◆ **PROBLEM TO SOLVE**
All lines in the material containing the word "Math" need to be copied.

◆ **DATA TO USE**

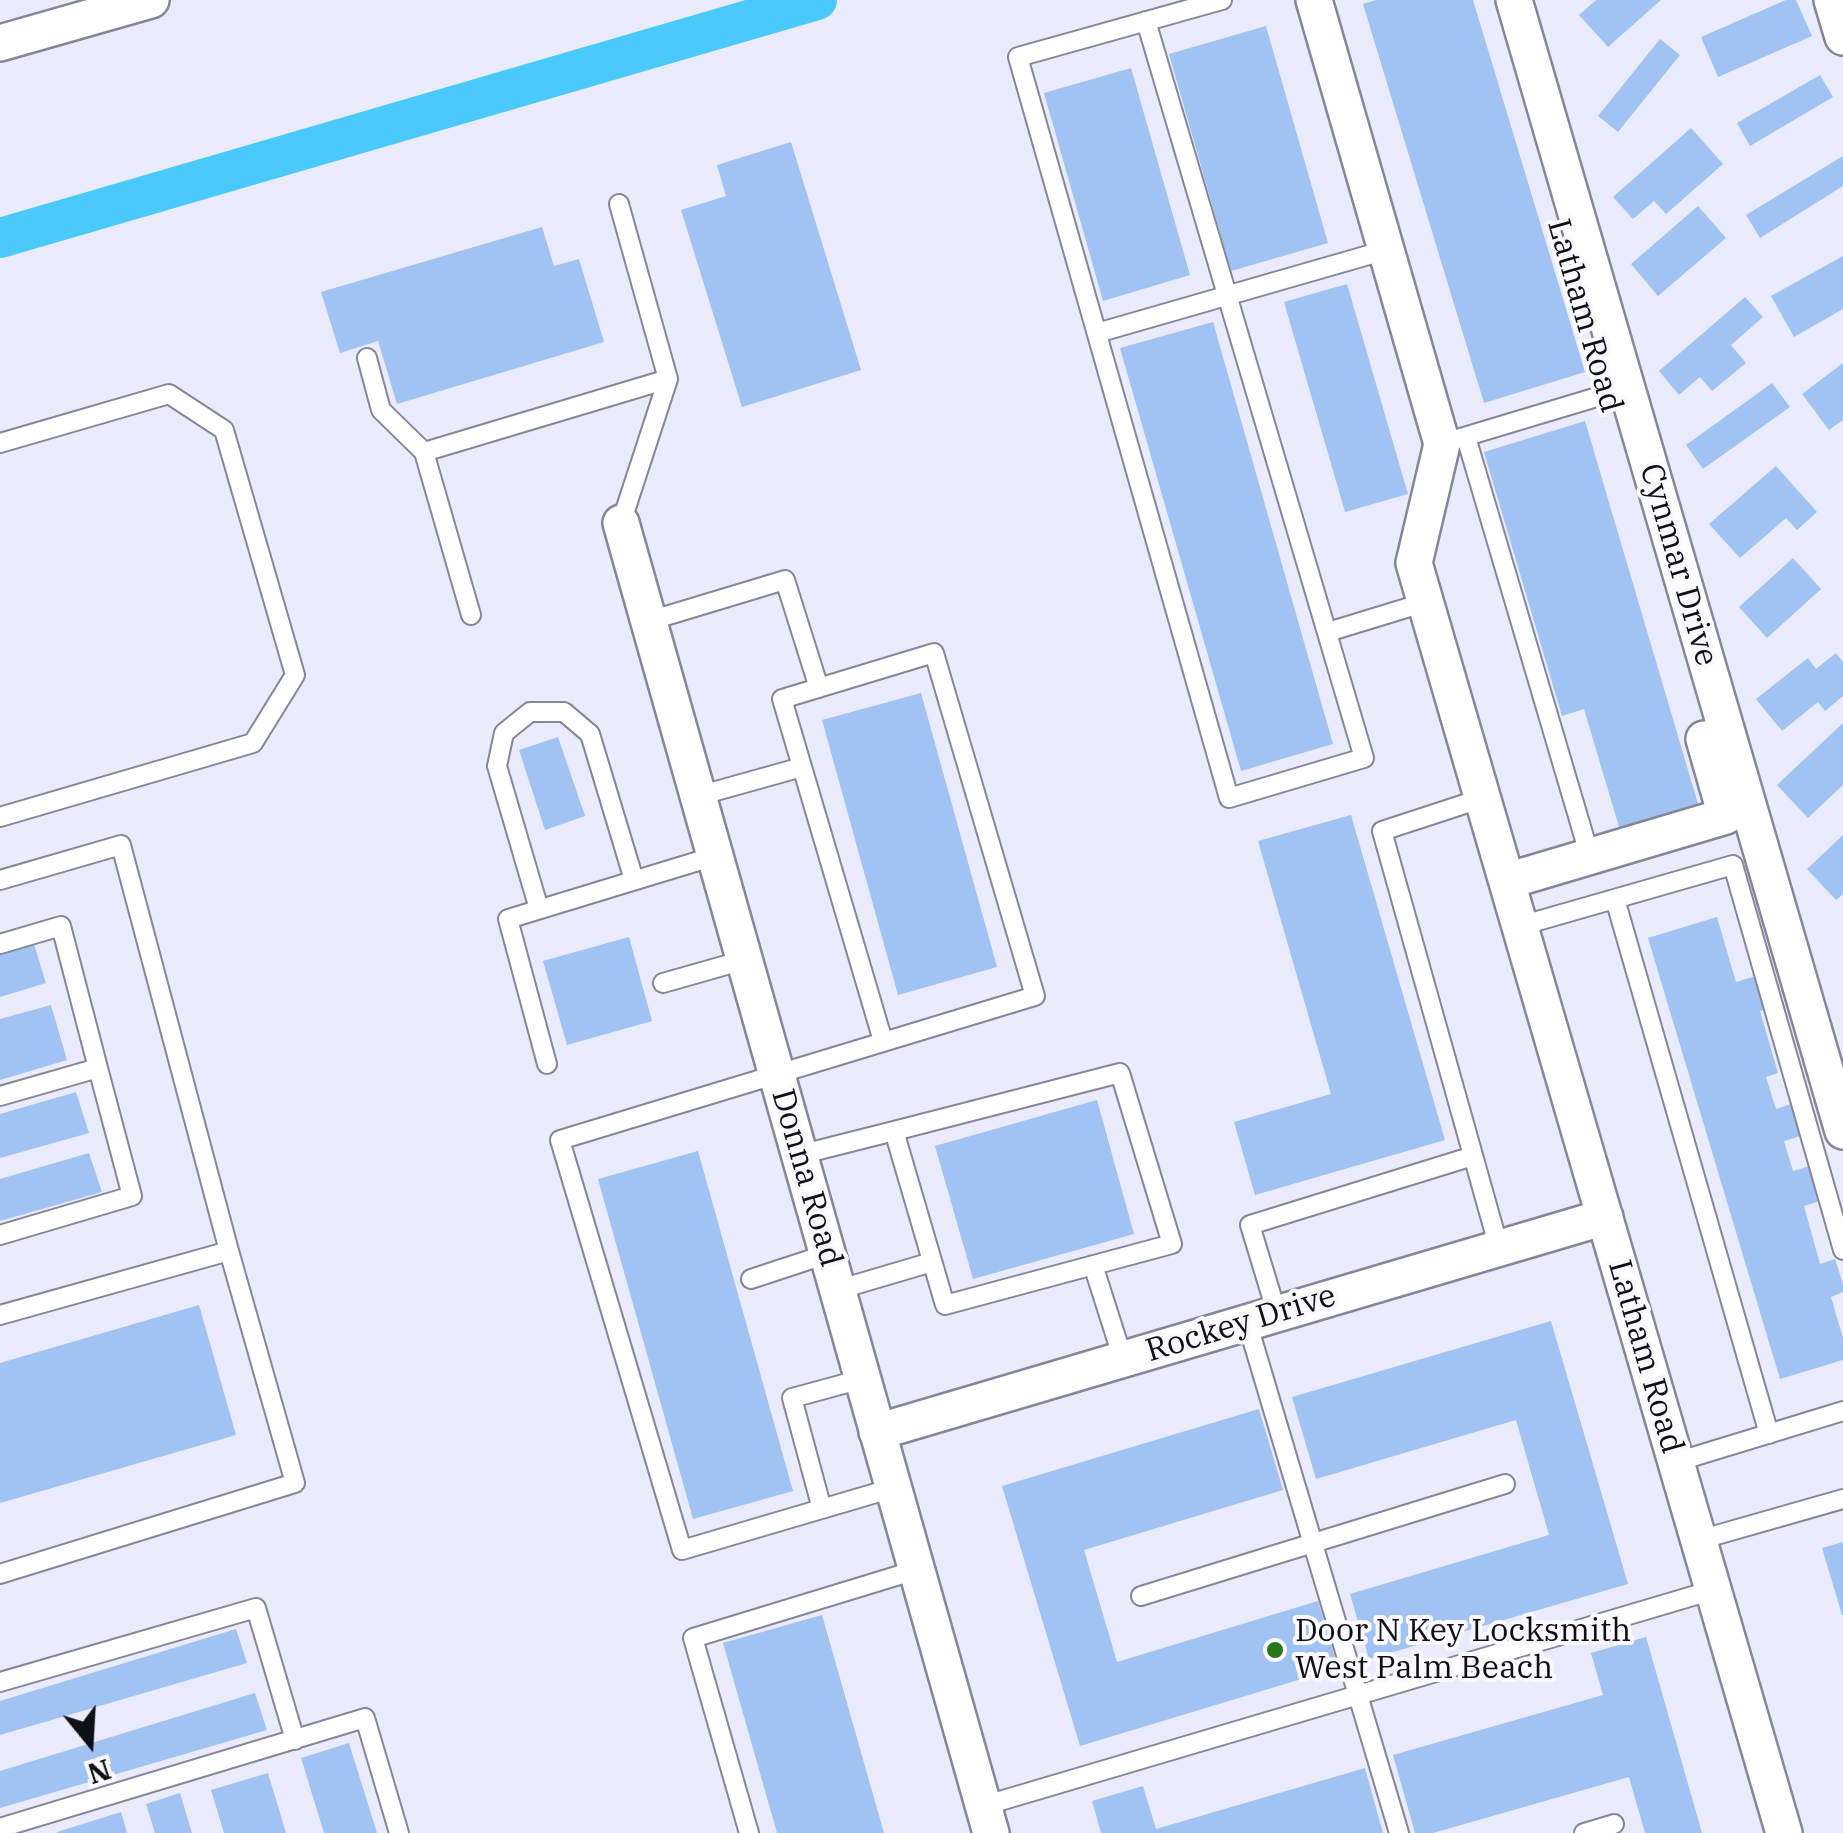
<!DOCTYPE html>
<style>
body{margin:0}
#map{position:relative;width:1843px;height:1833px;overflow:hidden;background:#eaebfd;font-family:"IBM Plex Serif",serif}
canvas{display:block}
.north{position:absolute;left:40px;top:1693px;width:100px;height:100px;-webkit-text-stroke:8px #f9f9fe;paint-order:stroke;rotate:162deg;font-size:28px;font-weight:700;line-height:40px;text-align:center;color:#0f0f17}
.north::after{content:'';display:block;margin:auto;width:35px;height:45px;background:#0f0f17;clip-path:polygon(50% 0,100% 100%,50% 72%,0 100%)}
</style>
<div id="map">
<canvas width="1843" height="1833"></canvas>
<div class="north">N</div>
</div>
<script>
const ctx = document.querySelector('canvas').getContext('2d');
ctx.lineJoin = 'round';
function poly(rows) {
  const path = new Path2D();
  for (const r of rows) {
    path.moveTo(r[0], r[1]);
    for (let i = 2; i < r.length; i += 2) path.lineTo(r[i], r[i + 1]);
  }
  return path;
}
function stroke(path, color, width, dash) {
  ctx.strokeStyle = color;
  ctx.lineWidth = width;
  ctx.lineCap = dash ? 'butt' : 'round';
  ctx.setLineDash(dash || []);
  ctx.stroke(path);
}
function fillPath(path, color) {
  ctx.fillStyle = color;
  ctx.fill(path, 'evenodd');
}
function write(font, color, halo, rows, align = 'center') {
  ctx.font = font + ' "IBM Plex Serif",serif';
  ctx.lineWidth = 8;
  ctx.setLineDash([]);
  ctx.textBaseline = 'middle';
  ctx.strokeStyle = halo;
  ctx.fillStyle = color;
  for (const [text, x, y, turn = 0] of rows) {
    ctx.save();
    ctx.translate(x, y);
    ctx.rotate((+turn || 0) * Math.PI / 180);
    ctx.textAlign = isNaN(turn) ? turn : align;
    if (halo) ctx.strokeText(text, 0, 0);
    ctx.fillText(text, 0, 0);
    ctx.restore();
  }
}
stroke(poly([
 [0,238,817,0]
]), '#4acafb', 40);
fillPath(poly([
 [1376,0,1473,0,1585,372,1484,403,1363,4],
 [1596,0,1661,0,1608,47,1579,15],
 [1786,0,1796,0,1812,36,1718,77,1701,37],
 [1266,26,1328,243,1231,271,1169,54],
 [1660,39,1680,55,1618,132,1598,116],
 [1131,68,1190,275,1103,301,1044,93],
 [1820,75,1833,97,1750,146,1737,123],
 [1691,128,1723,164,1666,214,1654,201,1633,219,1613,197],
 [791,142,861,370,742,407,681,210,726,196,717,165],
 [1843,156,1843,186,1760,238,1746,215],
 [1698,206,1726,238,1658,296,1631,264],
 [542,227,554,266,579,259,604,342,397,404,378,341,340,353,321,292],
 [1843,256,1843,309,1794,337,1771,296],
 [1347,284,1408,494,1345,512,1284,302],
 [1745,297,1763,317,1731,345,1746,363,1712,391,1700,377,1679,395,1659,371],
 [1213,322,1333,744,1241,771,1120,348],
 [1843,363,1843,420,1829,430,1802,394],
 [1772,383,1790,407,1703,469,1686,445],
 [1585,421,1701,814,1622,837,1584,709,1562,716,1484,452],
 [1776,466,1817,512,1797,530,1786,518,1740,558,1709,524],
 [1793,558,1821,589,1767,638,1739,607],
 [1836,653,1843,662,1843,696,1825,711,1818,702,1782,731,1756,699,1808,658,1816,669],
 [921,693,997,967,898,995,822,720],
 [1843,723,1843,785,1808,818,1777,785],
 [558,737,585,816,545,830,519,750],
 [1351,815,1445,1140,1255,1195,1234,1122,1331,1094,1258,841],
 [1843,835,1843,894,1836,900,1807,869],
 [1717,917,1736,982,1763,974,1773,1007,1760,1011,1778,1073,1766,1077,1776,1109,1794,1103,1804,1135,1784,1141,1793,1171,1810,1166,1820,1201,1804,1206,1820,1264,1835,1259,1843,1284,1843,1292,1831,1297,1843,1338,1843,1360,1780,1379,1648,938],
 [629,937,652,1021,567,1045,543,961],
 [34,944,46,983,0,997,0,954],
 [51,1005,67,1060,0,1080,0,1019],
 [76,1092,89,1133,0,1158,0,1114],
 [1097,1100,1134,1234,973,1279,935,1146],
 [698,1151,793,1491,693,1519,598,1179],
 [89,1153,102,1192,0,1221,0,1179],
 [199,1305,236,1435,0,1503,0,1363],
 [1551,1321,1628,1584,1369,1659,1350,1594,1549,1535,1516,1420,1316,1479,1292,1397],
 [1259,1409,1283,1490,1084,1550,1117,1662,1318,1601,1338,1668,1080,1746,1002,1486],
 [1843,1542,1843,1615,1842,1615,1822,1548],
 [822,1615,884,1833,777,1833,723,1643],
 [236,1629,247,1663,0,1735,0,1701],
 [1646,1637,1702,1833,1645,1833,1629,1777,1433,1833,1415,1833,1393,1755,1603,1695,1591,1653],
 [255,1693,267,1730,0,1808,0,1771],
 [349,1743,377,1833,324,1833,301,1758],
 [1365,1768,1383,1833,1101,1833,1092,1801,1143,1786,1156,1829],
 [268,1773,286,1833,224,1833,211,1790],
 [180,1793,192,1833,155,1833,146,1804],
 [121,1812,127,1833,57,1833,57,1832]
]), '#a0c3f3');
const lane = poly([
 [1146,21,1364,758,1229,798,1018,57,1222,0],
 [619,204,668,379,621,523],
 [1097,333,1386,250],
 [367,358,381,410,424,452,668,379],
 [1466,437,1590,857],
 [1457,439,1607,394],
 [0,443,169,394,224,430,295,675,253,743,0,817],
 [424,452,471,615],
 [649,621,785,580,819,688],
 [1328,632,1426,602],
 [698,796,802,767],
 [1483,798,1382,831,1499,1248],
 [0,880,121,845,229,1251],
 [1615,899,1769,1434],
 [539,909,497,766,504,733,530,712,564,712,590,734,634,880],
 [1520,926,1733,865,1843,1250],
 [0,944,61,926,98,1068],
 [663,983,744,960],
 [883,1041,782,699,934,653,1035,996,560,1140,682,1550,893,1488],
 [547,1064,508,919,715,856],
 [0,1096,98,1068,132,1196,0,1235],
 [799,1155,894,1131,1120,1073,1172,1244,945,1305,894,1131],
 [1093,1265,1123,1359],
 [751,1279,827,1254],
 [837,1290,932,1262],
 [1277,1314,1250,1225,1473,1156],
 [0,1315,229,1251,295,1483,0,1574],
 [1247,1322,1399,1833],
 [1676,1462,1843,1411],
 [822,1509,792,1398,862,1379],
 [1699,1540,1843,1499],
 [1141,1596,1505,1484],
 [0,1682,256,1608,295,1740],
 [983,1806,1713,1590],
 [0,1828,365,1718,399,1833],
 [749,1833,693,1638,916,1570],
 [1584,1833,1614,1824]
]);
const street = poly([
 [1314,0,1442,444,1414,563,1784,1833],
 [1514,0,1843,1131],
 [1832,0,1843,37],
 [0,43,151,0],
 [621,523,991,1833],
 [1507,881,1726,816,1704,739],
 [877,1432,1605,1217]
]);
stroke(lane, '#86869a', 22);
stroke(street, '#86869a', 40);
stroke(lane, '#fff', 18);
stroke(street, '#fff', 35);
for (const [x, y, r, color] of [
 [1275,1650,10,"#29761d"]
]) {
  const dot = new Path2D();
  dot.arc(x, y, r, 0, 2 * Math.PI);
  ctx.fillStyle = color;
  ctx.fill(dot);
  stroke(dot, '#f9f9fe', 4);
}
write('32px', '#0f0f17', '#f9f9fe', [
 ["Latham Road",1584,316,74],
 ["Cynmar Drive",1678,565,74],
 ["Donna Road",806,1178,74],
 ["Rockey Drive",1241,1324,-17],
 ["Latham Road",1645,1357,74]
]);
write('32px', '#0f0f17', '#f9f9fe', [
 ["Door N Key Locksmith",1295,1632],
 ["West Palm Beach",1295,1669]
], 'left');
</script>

◆ **YOUR RESPONSE**
    ctx.rotate((+turn || 0) * Math.PI / 180);
  dot.arc(x, y, r, 0, 2 * Math.PI);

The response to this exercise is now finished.